Show HN: Automatic Workerization of JavaScript Code - moron4hire
http://codepen.io/SeanMcBeth/details/gaqJJg/
======
moron4hire
I'm guessing someone must have resubmitted this link, because it fell off the
front page the day or two ago when I posted it myself.

This bit of code has several motivations:

1) it's a pain in the butt to have to put the code for a worker in a separate
file sometimes, especially in small demos like on CodePen.

2) I don't want to have to maintain two different code paths if a particular
browser doesn't support workers (though even IE does now, so this is likely a
dying issue). I don't implement fallback checking in this demo, but it would
be trivial to do so.

2.5) I also don't want to have to manually wire up message passing all the
time. The messaging port that Worker provides is extremely primitive. It's
technically only passing a single string!

3) It's just generally good to decouple long processes from the UI, and no,
callbacks don't do that. Callbacks provide asynchronicity, not concurrency.
This is concurrency, and pretty much at it's simplest.

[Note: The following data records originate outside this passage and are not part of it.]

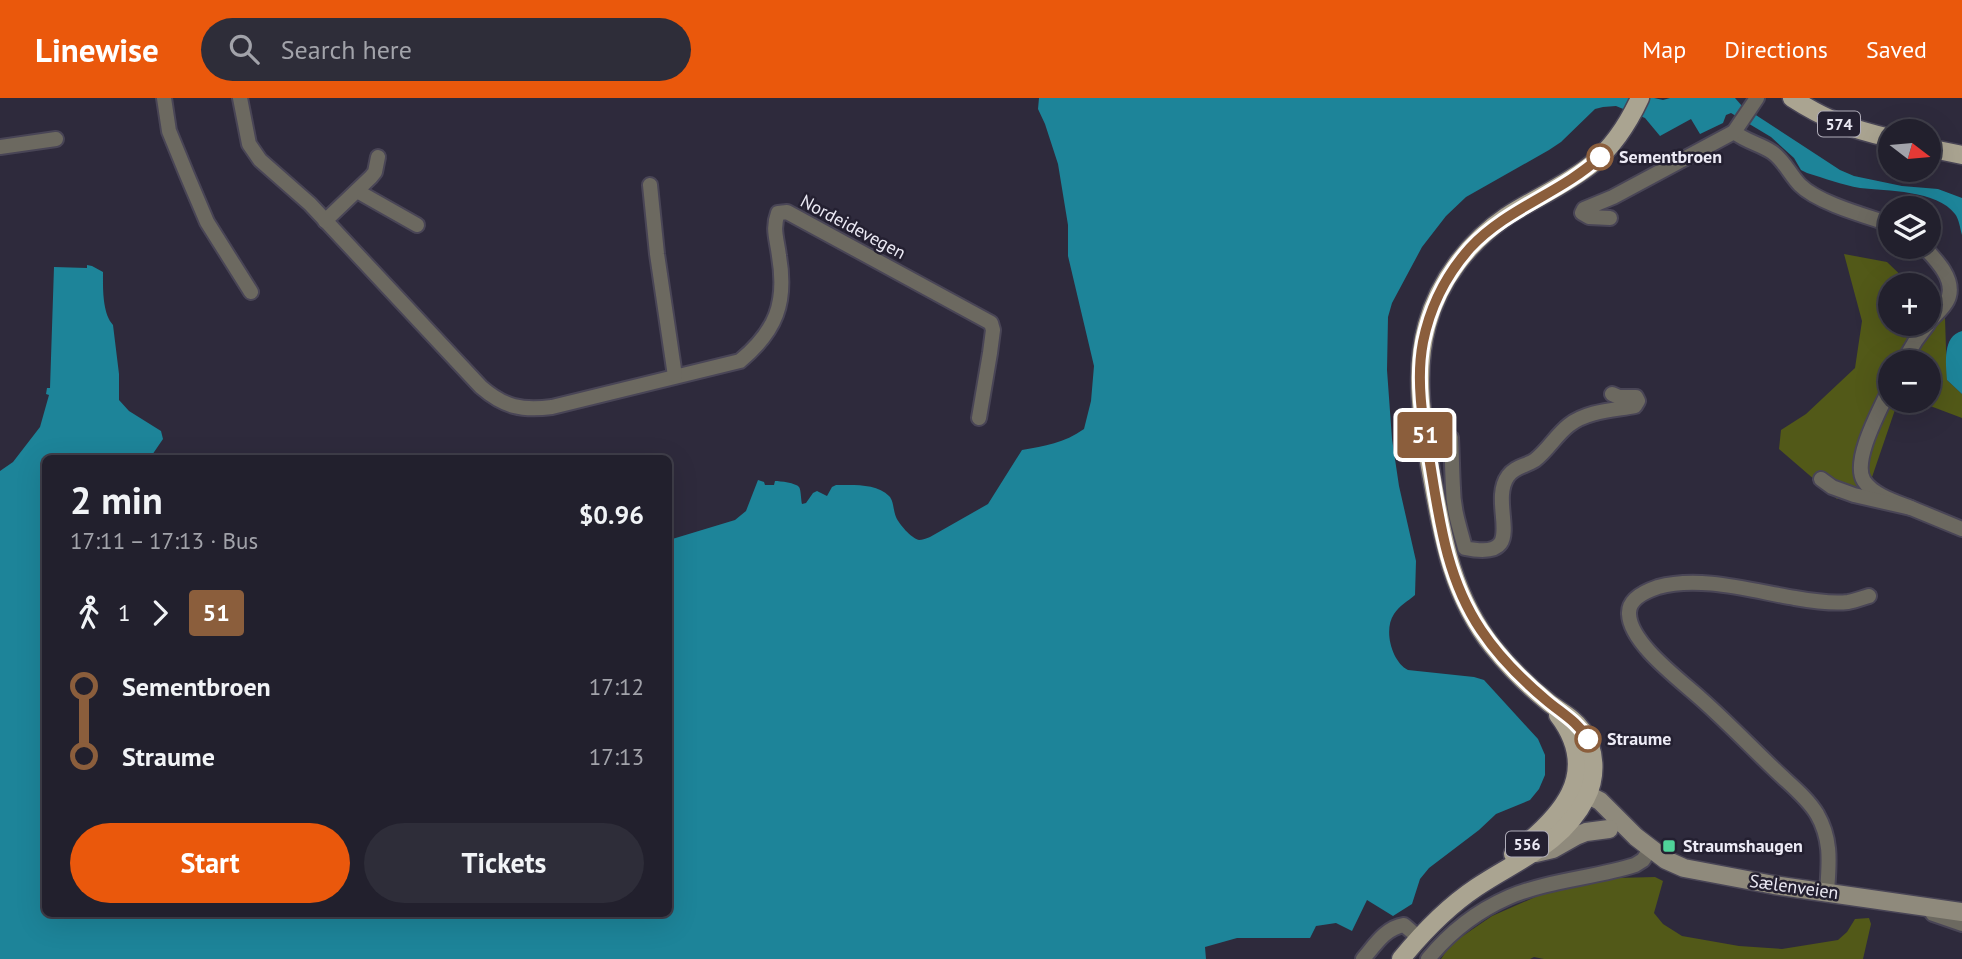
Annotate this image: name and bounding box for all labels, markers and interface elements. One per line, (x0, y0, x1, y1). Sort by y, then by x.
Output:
search box (201, 18, 691, 81)
text: Linewise (35, 28, 159, 71)
icon: search (225, 30, 263, 68)
text: Search here (281, 33, 412, 66)
text: Map (1642, 34, 1686, 65)
text: Directions (1724, 34, 1828, 65)
text: Saved (1866, 34, 1927, 65)
road number: 574 (1818, 112, 1860, 136)
north arrow (1878, 119, 1941, 182)
map controls (1878, 119, 1941, 413)
marker: Sementbroen (1587, 144, 1613, 170)
place label: Sementbroen (1619, 145, 1722, 168)
street label: Nordeidevegen (797, 189, 910, 264)
button: layers (1878, 196, 1941, 259)
button: + (1878, 273, 1941, 336)
button: − (1878, 350, 1941, 413)
line badge: 51 (1394, 412, 1456, 458)
text: 51 (1411, 419, 1439, 450)
text: 2 min (70, 475, 163, 524)
text: $0.96 (579, 498, 644, 531)
text: 17:11 – 17:13 · Bus (70, 526, 258, 555)
icon: walk (70, 594, 108, 632)
icon: forward (141, 594, 179, 632)
text: 51 (203, 597, 230, 628)
text: 1 (118, 598, 131, 627)
text: Sementbroen (122, 670, 271, 703)
text: 17:12 (589, 672, 644, 701)
marker: Straume (1575, 726, 1601, 752)
place label: Straume (1607, 727, 1671, 750)
text: Straume (122, 740, 215, 773)
text: 17:13 (589, 742, 644, 771)
button: Start (70, 823, 350, 903)
button: Tickets (364, 823, 644, 903)
road number: 556 (1506, 832, 1548, 856)
place label: Straumshaugen (1683, 834, 1803, 857)
marker: Straumshaugen (1661, 838, 1677, 854)
street label: Sælenveien (1748, 869, 1840, 904)

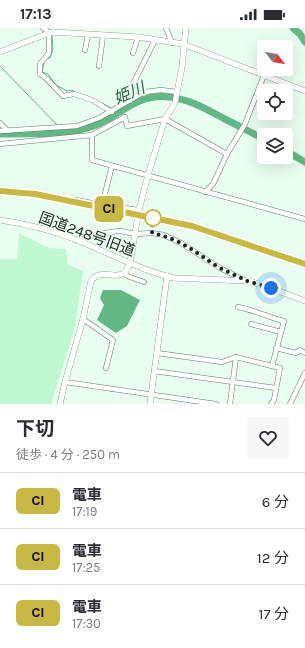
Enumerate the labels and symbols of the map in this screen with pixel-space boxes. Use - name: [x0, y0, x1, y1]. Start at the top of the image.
- north arrow: [257, 40, 293, 76]
- water label: 姫川: [111, 77, 149, 108]
- line badge: CI: [91, 196, 127, 222]
- street label: 国道248号旧道: [36, 208, 138, 260]
- unlabelled marker: [144, 209, 162, 227]
- your location: [261, 278, 281, 298]

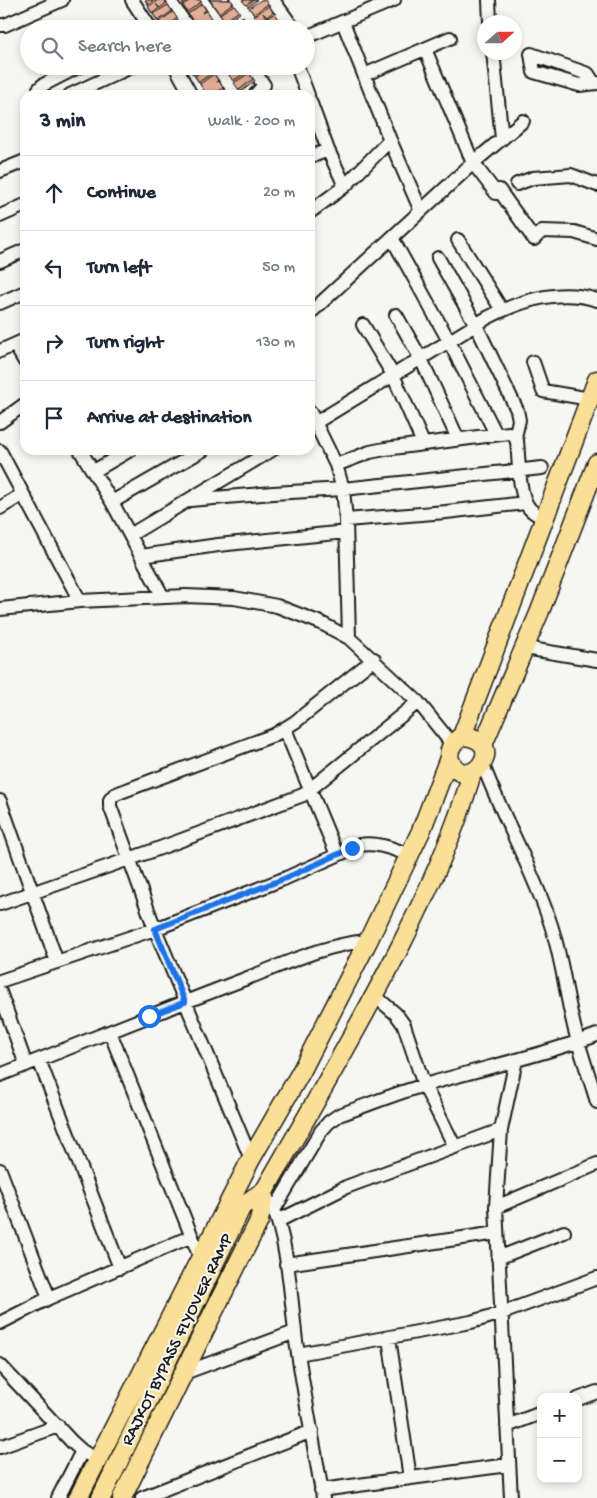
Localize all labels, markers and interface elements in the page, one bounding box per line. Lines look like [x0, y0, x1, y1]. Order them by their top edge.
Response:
north arrow [477, 15, 522, 60]
search box [20, 20, 315, 75]
icon: search [38, 34, 66, 62]
text: Search here [78, 36, 172, 59]
text: 3 min [40, 110, 85, 135]
text: Walk · 200 m [208, 113, 295, 132]
icon: ahead [40, 179, 68, 207]
text: Continue [87, 182, 156, 205]
text: 20 m [263, 184, 295, 203]
icon: left [40, 254, 68, 282]
text: Turn left [87, 257, 151, 280]
text: 50 m [262, 259, 295, 278]
icon: right [40, 329, 68, 357]
text: Turn right [87, 332, 163, 355]
text: 130 m [256, 334, 295, 353]
icon: arrive [40, 404, 68, 432]
text: Arrive at destination [87, 407, 251, 430]
route end [341, 837, 364, 860]
route start [138, 1005, 161, 1028]
street label: RAJKOT BYPASS FLYOVER RAMP [117, 1230, 239, 1449]
map controls [537, 1393, 582, 1483]
button: + [537, 1393, 582, 1438]
button: − [537, 1438, 582, 1483]

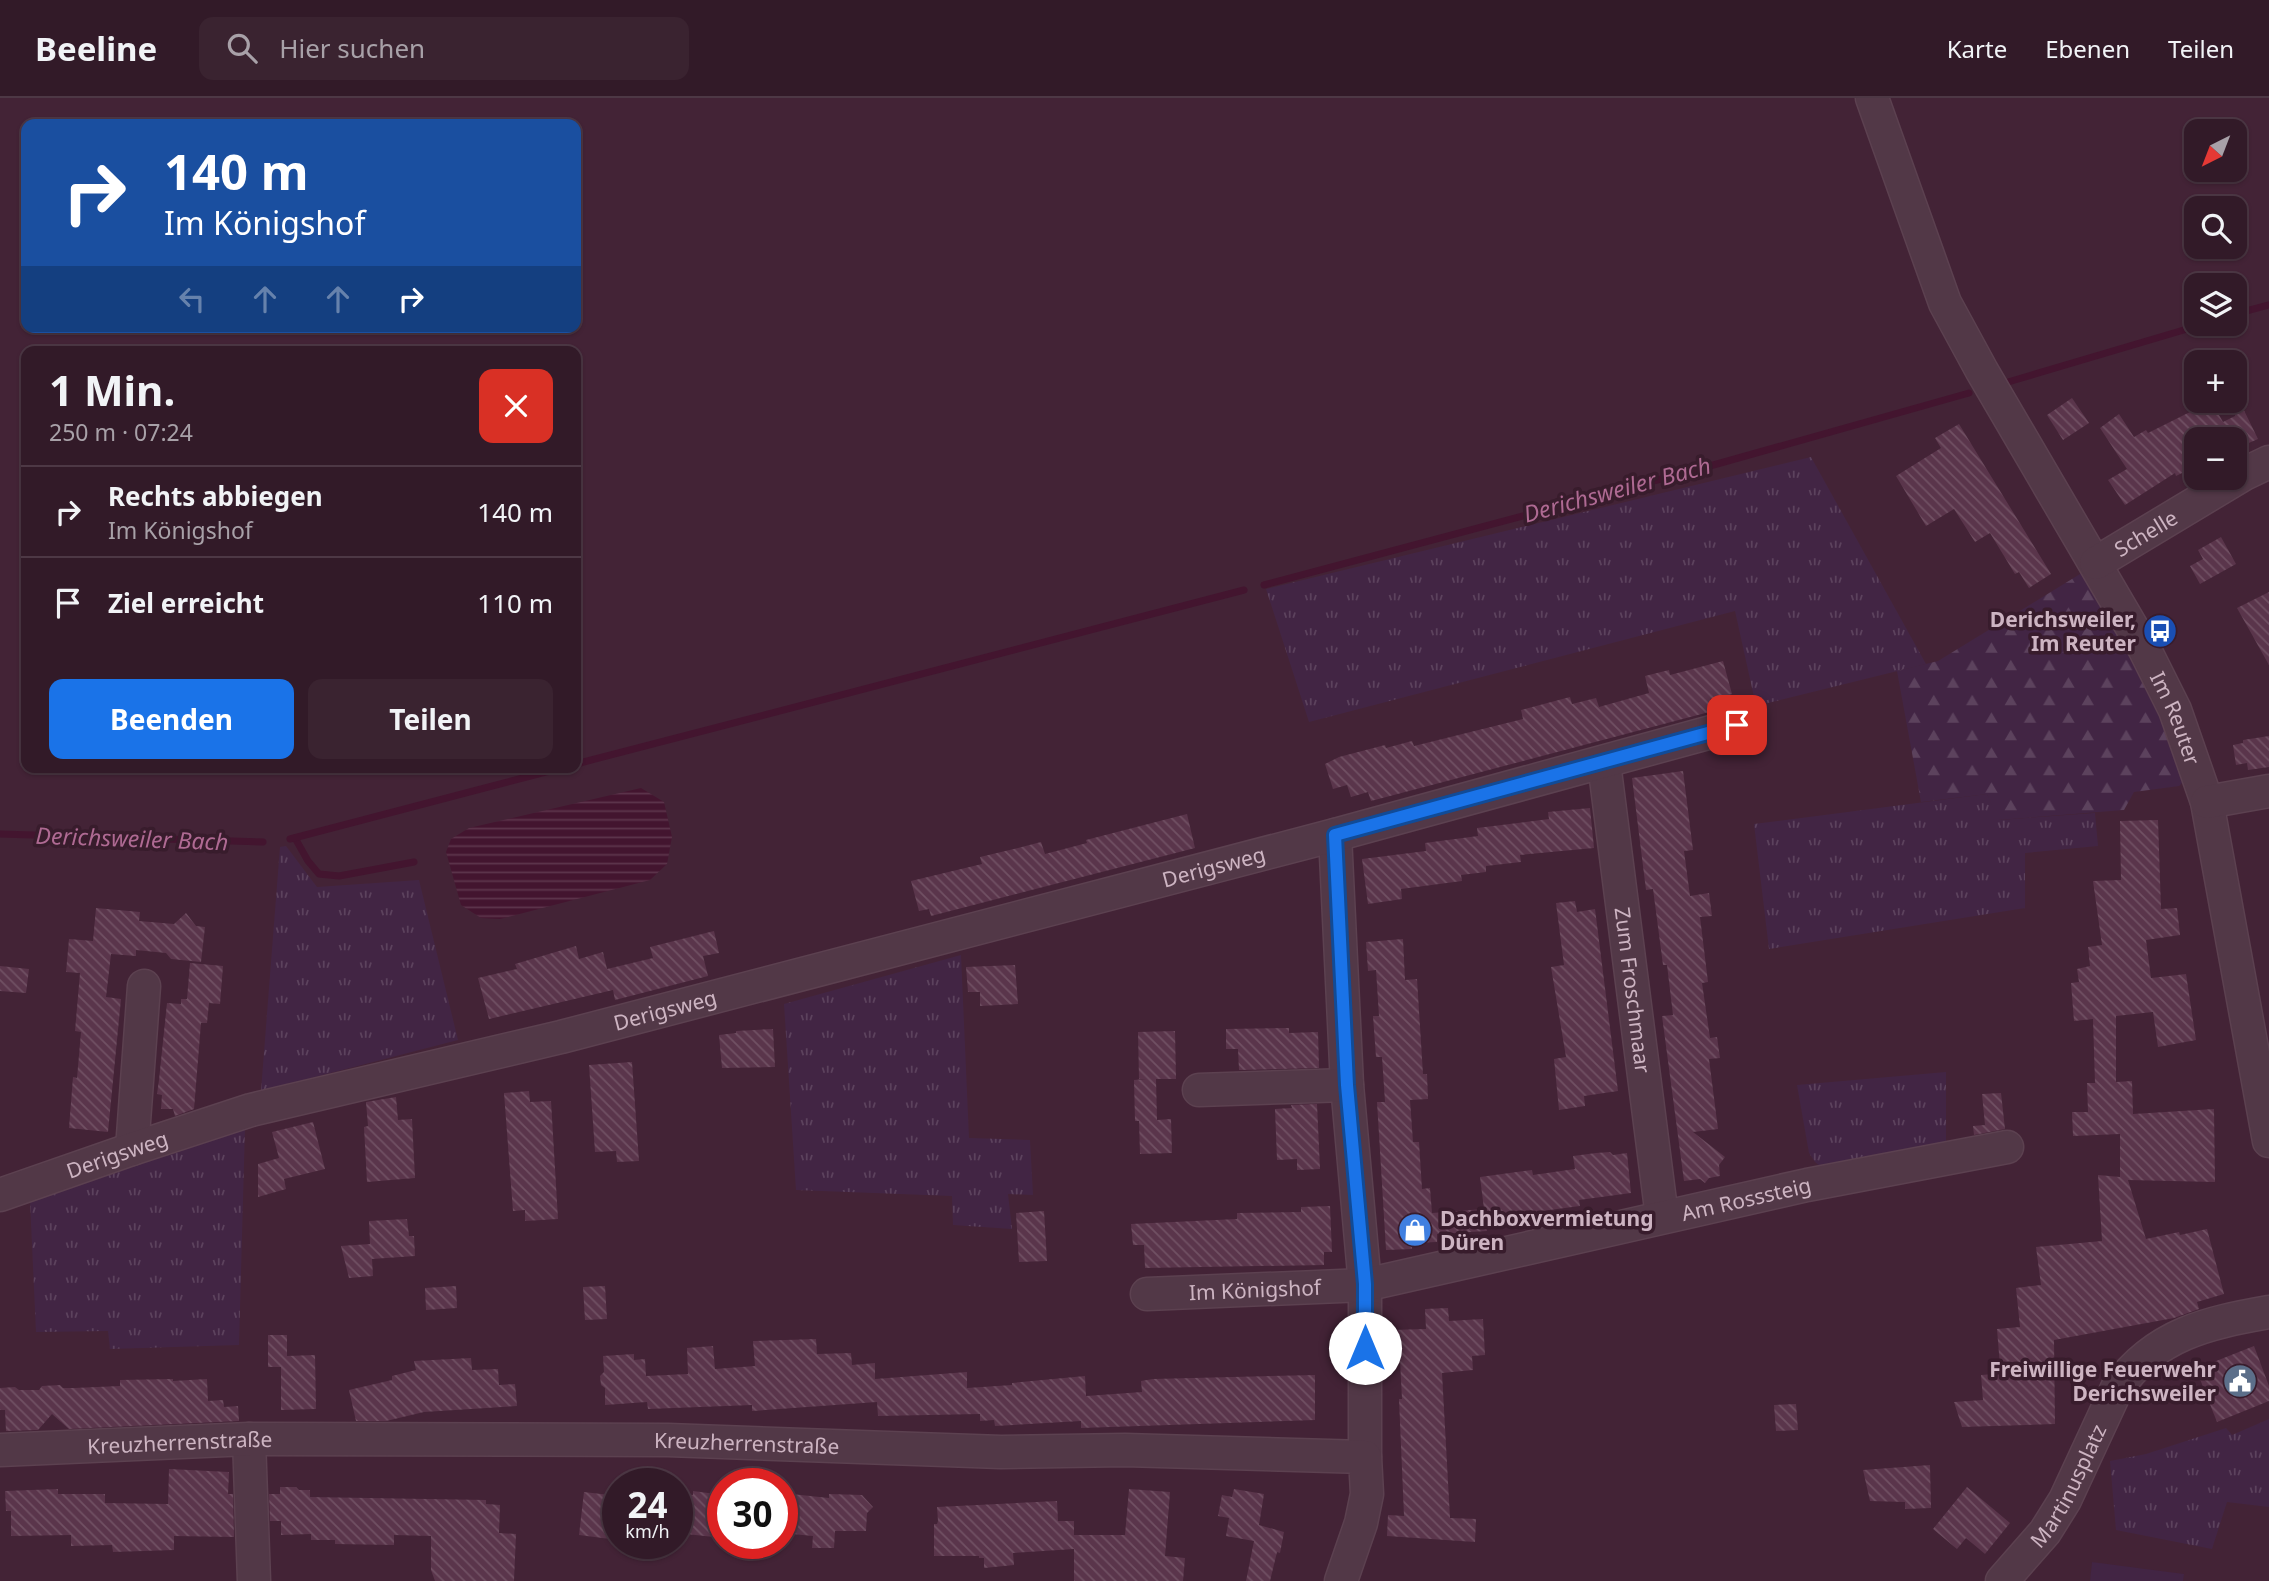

4) in the process, I discovered a neat feature: you can run the expensive
update on the worker and run a cheaper one that approximates the expected
changes over time in the UI in cases where the full update runs much slower
than 60fps and give a pretty good illusion of a much higher frame rate. It's
like network lag compensation for video games, except within your web page.

Anyway, hope someone else funds this useful. Check out the editor view on
CodePen for the code. It might even be possible to automatically wrap
functions that return values in a Promise!